● EXERCISE GOAL
Only the lines holding the string "Chiriboga" are needed; copy each of them from the data.

#### EXERCISE INPUTS ####

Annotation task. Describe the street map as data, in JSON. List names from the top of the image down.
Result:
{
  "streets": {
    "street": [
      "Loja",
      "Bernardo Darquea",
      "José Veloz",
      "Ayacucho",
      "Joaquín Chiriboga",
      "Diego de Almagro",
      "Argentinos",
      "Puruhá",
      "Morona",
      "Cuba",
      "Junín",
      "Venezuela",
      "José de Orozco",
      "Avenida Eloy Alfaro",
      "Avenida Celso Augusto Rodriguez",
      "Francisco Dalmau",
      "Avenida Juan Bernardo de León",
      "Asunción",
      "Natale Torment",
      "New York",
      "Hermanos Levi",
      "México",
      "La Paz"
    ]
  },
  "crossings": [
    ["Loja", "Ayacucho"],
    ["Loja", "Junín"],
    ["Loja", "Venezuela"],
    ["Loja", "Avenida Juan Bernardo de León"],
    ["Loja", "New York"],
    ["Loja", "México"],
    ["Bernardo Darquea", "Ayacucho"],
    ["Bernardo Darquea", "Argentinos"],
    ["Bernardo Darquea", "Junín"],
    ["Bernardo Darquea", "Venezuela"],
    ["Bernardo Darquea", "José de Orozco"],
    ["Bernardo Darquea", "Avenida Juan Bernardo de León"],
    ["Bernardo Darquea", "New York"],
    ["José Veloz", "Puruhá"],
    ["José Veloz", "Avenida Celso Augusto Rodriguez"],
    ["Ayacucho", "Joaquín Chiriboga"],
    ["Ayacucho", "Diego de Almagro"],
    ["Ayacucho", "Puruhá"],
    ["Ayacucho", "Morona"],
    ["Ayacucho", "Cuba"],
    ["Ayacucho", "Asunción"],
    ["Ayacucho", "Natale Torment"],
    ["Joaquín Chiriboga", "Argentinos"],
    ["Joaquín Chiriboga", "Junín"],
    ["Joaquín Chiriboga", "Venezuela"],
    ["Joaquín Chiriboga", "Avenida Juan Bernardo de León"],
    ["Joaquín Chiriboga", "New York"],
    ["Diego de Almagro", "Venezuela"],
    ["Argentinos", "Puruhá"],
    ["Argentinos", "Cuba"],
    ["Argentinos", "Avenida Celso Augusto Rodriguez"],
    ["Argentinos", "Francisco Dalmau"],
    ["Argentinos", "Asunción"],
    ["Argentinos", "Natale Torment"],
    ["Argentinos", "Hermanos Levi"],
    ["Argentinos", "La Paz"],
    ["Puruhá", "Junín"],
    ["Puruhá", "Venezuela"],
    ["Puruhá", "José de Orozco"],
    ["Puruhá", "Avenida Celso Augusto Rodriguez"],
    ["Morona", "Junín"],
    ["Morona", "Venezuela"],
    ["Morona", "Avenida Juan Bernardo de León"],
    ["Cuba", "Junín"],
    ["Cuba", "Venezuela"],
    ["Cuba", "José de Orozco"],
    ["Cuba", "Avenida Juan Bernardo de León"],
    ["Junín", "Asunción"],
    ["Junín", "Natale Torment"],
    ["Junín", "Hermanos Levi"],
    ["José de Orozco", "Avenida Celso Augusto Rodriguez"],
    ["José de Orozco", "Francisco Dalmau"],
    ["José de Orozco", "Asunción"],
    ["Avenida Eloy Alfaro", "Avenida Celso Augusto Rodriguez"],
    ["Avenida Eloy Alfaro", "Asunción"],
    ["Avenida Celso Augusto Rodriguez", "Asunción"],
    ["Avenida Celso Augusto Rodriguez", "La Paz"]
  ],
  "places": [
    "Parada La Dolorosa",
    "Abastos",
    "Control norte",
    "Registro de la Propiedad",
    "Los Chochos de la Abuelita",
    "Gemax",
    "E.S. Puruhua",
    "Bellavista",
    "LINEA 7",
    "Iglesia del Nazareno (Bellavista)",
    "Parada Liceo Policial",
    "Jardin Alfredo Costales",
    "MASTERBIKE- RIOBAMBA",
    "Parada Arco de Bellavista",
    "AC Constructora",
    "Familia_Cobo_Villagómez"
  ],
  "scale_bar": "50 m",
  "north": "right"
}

####

● TASK SOLUTION
      "Joaquín Chiriboga",
    ["Ayacucho", "Joaquín Chiriboga"],
    ["Joaquín Chiriboga", "Argentinos"],
    ["Joaquín Chiriboga", "Junín"],
    ["Joaquín Chiriboga", "Venezuela"],
    ["Joaquín Chiriboga", "Avenida Juan Bernardo de León"],
    ["Joaquín Chiriboga", "New York"],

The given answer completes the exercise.